Come Fly with Me is the first live album by Canadian singer Michael Bublé released on March 8, 2004. It features songs from Buble's live performances in 2003.

The album consists of an audio CD with eight songs, including two new studio recordings: "Nice 'n' Easy" and "Can't Help Falling in Love".

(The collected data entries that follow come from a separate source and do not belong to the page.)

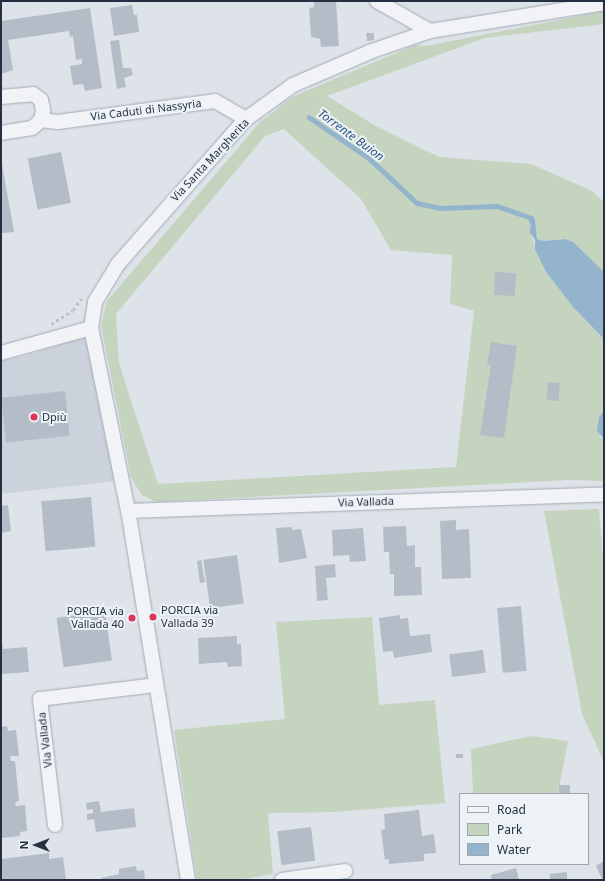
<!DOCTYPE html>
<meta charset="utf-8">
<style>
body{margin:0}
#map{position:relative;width:605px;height:881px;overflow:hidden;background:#dee3e9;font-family:"Noto Sans",sans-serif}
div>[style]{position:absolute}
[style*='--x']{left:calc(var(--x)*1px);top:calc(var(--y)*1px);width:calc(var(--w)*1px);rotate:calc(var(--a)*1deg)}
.built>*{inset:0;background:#cbd2db}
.green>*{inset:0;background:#c5d4be}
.water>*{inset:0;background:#94b4cd}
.stream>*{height:4.5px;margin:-2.25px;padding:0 2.25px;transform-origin:2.25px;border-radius:2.25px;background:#94b4cd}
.building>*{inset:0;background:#b4bcc7;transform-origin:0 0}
.path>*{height:2.5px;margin-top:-1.25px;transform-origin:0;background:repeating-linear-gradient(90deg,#bcc1c8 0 3px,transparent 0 6px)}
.roads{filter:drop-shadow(0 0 1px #a3aab4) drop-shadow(0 0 1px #a3aab4)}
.minor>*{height:14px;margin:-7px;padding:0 7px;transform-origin:7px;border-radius:7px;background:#f1f3f7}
.dots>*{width:11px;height:11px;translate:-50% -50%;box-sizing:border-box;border:2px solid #edf2f7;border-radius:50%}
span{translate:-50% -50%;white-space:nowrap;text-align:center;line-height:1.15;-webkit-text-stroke:4px #edf2f7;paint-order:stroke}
.street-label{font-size:11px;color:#253142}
.poi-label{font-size:11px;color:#253142}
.left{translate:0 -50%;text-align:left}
.right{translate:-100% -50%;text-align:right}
.water-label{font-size:12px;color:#2b537a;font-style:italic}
.frame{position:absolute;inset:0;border:2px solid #253142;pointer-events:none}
.legend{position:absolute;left:459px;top:793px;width:130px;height:72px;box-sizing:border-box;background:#edf2f7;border:1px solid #9da5af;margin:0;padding:5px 7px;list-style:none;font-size:12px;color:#253142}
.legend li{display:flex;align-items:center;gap:8px;height:20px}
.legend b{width:20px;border:1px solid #9da5af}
.north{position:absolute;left:16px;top:825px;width:40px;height:40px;-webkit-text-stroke:3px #edf2f7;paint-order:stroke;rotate:270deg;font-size:11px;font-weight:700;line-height:16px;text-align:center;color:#253142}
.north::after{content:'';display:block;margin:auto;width:14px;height:18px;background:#253142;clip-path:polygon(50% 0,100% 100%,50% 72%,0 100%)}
</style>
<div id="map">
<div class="built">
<div style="clip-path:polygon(86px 336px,117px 481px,1px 494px,1px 361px,25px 356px)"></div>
</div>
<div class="green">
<div style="clip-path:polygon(evenodd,604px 11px,604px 24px,485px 38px,327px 96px,376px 126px,439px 157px,531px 164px,592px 191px,604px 202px,604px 272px,565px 239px,543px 241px,537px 239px,535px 219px,531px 218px,530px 233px,546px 272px,573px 307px,604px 339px,604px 411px,599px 417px,600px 437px,604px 439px,604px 481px,569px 480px,156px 502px,142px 495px,131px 478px,101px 325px,107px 301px,260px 122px,292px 97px,415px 45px,426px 46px,604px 11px,284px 129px,361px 199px,391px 250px,452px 255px,450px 304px,474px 311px,456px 467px,158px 484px,119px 363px,116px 314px,265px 136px,284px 129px)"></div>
<div style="clip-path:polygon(599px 509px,604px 571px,604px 762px,582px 714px,544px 511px)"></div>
<div style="clip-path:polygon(372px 617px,379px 705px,435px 700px,445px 803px,335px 812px,268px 813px,273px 874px,239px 880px,197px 880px,174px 730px,285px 719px,276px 622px)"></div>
<div style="clip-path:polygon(531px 736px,568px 741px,558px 794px,473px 794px,471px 749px)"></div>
</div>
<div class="water">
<div style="clip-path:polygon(531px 218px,535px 219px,537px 239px,544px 241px,565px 239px,573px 242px,604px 272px,604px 339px,573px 307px,546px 272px,535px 249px,535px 240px,530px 233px)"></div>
<div style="clip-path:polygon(604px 411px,604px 439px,597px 431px,599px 417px)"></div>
</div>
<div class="stream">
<div style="--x:309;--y:117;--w:74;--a:34.5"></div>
<div style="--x:370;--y:159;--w:64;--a:43.1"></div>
<div style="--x:417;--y:203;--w:24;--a:12"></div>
<div style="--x:440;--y:208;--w:57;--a:-2"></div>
<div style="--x:497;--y:206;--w:36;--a:19"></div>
<div style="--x:531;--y:218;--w:4;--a:76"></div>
</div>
<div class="building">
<div style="clip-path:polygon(314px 1px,336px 1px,339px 46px,321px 47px,320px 39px,311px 37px,309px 8px,314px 7px)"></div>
<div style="clip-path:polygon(132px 5px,134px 15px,137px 15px,139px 32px,114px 36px,110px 8px)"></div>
<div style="clip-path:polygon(90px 8px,102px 88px,85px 91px,83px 84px,73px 85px,70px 66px,82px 64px,82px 59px,76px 60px,73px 36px,70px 37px,69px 31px,8px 40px,13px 70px,1px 74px,1px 21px)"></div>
<div style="clip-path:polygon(366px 33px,374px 33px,374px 40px,367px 41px)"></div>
<div style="clip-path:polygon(119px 40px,123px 68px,131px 68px,133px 75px,124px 78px,126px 87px,117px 89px,110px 41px)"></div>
<div style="left:61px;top:152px;width:52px;height:34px;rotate:79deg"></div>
<div style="clip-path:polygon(1px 164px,2px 164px,14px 232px,1px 233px)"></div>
<div style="left:495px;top:272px;width:21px;height:23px;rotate:3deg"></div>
<div style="clip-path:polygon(491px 342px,517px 346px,504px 438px,480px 435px,491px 365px,487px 365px)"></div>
<div style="left:548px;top:382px;width:12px;height:18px;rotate:5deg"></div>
<div style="left:65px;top:391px;width:45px;height:64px;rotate:84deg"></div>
<div style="left:91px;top:497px;width:50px;height:50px;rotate:85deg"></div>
<div style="clip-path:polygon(8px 505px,11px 531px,1px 533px,1px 506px)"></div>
<div style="clip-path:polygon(456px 520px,456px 530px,469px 529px,471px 578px,442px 579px,440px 521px)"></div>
<div style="clip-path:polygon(406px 526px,407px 546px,415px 545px,415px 567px,421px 567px,422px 595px,394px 596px,394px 574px,390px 574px,389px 552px,384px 552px,383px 527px)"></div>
<div style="clip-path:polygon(292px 527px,292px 530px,301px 529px,307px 558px,279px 563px,276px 528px)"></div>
<div style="clip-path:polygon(363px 528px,366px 561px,350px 562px,349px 555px,333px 556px,332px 530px)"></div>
<div style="left:237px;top:555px;width:49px;height:34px;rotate:82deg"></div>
<div style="clip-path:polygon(201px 560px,205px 582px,200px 583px,197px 561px)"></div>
<div style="clip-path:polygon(335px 564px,336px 577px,326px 578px,328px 600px,317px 601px,315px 566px)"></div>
<div style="left:521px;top:606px;width:65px;height:24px;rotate:85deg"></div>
<div style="left:105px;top:611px;width:50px;height:49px;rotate:82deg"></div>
<div style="clip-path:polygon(400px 615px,400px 619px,408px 618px,410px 636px,430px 634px,432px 652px,394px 658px,393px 651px,383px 652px,379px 618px)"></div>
<div style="clip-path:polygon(1px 635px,3px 649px,27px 647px,29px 672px,1px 674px)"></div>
<div style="clip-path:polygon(237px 636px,237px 644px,241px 644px,242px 666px,228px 667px,227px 662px,199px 664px,198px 638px)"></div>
<div style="left:483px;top:650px;width:23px;height:34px;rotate:83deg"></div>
<div style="clip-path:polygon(7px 726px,8px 731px,16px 730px,19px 756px,10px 756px,11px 761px,15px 761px,19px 801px,15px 802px,16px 806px,25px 805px,27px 831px,20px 832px,20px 836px,1px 838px,1px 727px)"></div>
<div style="left:456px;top:754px;width:7px;height:4px"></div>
<div style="left:559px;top:785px;width:11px;height:9px"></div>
<div style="clip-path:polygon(99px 801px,101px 812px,134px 808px,136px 827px,96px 832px,94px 819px,87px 820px,87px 814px,93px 813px,93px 809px,87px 810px,86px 803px)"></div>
<div style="clip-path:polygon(419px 810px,422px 836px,434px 834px,436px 853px,424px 854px,424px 861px,389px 864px,389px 859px,385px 860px,381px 830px,385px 829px,384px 814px)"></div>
<div style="left:311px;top:827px;width:34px;height:34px;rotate:83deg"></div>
<div style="clip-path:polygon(49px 853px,49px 859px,63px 857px,66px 880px,1px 880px,2px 859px)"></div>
<div style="clip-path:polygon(604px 861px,604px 878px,602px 879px,596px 866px)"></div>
<div style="clip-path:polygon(136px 866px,137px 871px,144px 870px,145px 880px,102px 880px,101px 878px,119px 874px,119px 869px)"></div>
<div style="clip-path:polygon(516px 868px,519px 880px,492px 880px,491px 875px)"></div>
<div style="clip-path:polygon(567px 872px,567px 880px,550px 880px,550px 874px)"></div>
</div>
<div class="path">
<div style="--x:51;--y:324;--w:26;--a:-32"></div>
<div style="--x:73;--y:310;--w:14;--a:-54"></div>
</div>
<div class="roads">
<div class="minor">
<div style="--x:377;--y:1;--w:61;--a:29.5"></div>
<div style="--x:1;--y:97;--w:32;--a:-5"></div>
<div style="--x:33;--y:94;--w:10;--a:37"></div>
<div style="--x:41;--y:100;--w:10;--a:79"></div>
<div style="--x:43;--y:110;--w:10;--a:101"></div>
<div style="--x:41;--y:120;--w:12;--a:138"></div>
<div style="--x:32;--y:128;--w:31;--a:171"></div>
<div style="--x:41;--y:120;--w:17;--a:7"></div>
<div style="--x:58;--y:122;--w:158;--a:-7.6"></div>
<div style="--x:215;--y:101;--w:36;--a:30"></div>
<div style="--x:1;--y:353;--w:93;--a:-15.5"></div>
<div style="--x:128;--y:511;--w:476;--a:-2"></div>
<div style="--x:55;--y:825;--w:127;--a:-96.8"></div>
<div style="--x:40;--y:699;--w:117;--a:-6.9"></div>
<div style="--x:188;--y:880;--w:374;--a:-99.2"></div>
<div style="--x:128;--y:511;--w:187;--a:-101.4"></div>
<div style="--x:91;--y:328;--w:26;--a:-81"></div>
<div style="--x:95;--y:302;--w:44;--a:-58.8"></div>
<div style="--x:118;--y:264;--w:193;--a:-48.6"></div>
<div style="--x:246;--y:119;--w:58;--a:-35.9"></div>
<div style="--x:293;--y:85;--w:86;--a:-23.3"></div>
<div style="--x:372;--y:51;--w:61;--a:-19"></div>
<div style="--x:430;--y:31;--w:176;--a:-9.1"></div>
<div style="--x:282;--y:880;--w:64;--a:-8.1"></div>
</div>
</div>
<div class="dots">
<div style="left:34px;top:417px;background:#dd3458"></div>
<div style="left:153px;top:617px;background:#dd3458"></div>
<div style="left:132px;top:618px;background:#dd3458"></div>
</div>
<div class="street-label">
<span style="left:146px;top:110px;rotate:-7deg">Via Caduti di Nassyria</span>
<span style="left:210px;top:160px;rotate:-47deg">Via Santa Margherita</span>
<span style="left:366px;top:502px;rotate:-2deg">Via Vallada</span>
<span style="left:45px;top:740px;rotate:-97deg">Via Vallada</span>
</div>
<div class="poi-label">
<span class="left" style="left:42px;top:417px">Dpiù</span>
<span class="left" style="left:161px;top:617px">PORCIA via<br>Vallada 39</span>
<span class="right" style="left:124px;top:618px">PORCIA via<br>Vallada 40</span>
</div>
<div class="water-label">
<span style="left:351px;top:135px;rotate:36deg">Torrente Buion</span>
</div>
<div class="frame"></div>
<ul class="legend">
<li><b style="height:5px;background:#f1f3f7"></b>Road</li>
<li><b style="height:11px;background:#c5d4be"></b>Park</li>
<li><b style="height:11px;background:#94b4cd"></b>Water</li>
</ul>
<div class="north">N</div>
</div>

The video consists of a live in-concert DVD featuring 12 songs recorded during his first worldwide tour. The video of the live performances reached the top 10 of the Billboard Music Video DVD charts of early May 2004. The album made the top 100 of the Billboard Top 200 and has also made the top 50 at the Australian Top 100 Albums Chart. The album rose to #4 on the chart, while Buble's self-titled album peaked at #3, both in the same week. Come Fly With Me was certified gold by ARIA (Australian Charts) in 2006.

==Track listing==

DVD
| No. | Title | Writer(s) | Length |
|---|---|---|---|
| 1. | "Come Fly with Me" | Sammy Cahn; James Van Housen; |  |
| 2. | "For Once in My Life" | Orlando Murden; Ronald Miller; |  |
| 3. | "You'll Never Know" | Mack Gordon; Harry Warren; |  |
| 4. | "Kissing a Fool" | George Michael |  |
| 5. | "Sway" | Norman Gimbel; Pablo Beltrán Ruiz; |  |
| 6. | "Mack the Knife" | Marc Blitzstein; Eugen Berthold Brecht; Kurt Weill; |  |
| 7. | "That's All" | Alan Brandt; Bob Haymes; |  |
| 8. | "Fever" | Eddie Cooley; John Davenport; |  |
| 9. | "How Can You Mend a Broken Heart" | Barry Gibb; Robin Gibb; |  |
| 10. | "The Way You Look Tonight" | Dorothy Fields; Jerome Kern; |  |
| 11. | "Moondance" | Van Morrison |  |
| 12. | "My Funny Valentine" | Lorenz Hart; Richard Rodgers; |  |
| Total length: |  |  | 63:06 |

DVD: Bonus extra video content
| No. | Title | Writer(s) | Length |
|---|---|---|---|
| 1. | "The Way You Look Tonight" (Sessions@AOL) | Dorothy Fields; Jerome Kern; |  |
| 2. | "For Once In My Life" (Sessions@AOL) | Orlando Murden; Ronald Miller; |  |
| 3. | "Kissing a Fool" (Sessions@AOL) | George Michael |  |
| Total length: |  |  | 73:00 |

CD
| No. | Title | Writer(s) | Producer(s) | Length |
|---|---|---|---|---|
| 1. | "Nice 'n' Easy" (studio) | Alan Bergman; Marilyn Keith; Lew Spence; | David Foster; Humberto Gatica; | 3:02 |
| 2. | "Can't Help Falling in Love" (studio) | Luigi Creatore; Hugo Peretti; George David Weiss; | David Foster; Humberto Gatica; | 3:49 |
| 3. | "My Funny Valentine" (live) | Lorenz Hart; Richard Rodgers; | David Foster | 5:15 |
| 4. | "Mack the Knife" (live) | Marc Blitzstein; Eugen Berthold Brecht; Kurt Weill; | David Foster | 3:25 |
| 5. | "Fever" (live) | Eddie Cooley; John Davenport; | David Foster | 4:07 |
| 6. | "You'll Never Know" (live) | Mack Gordon; Harry Warren; | David Foster | 4:31 |
| 7. | "For Once In My Life" (live) | Orlando Murden; Ronald Miller; | David Foster | 2:43 |
| 8. | "Moondance" (live) | Van Morrison | David Foster | 3:53 |
| Total length: |  |  |  | 30:45 |

==Charts==

===Weekly charts===

| Chart (2004–05) | Peak position |
|---|---|
| Australian Albums (ARIA) | 18 |
| Belgian Albums (Ultratop Wallonia) | 84 |
| Dutch Albums (Album Top 100) | 40 |
| Italian Albums (FIMI) | 49 |
| Scottish Albums (OCC) | 54 |
| UK Albums (OCC) | 52 |
| US Billboard 200 | 55 |

===Year-end charts===

| Chart (2004) | Position |
|---|---|
| Australian Albums (ARIA) | 99 |

==Certifications==

| Region | Certification | Certified units/sales |
| Australia (ARIA) Album certification | Gold | 35,000^{^} |
| Canada (Music Canada) Video certification | 3× Platinum | 30,000^{^} |
| United Kingdom (BPI) Album certification | Gold | 100,000^{^} |
| United States (RIAA) Video certification | Platinum | 100,000^{^} |
^{^} Shipments figures based on certification alone.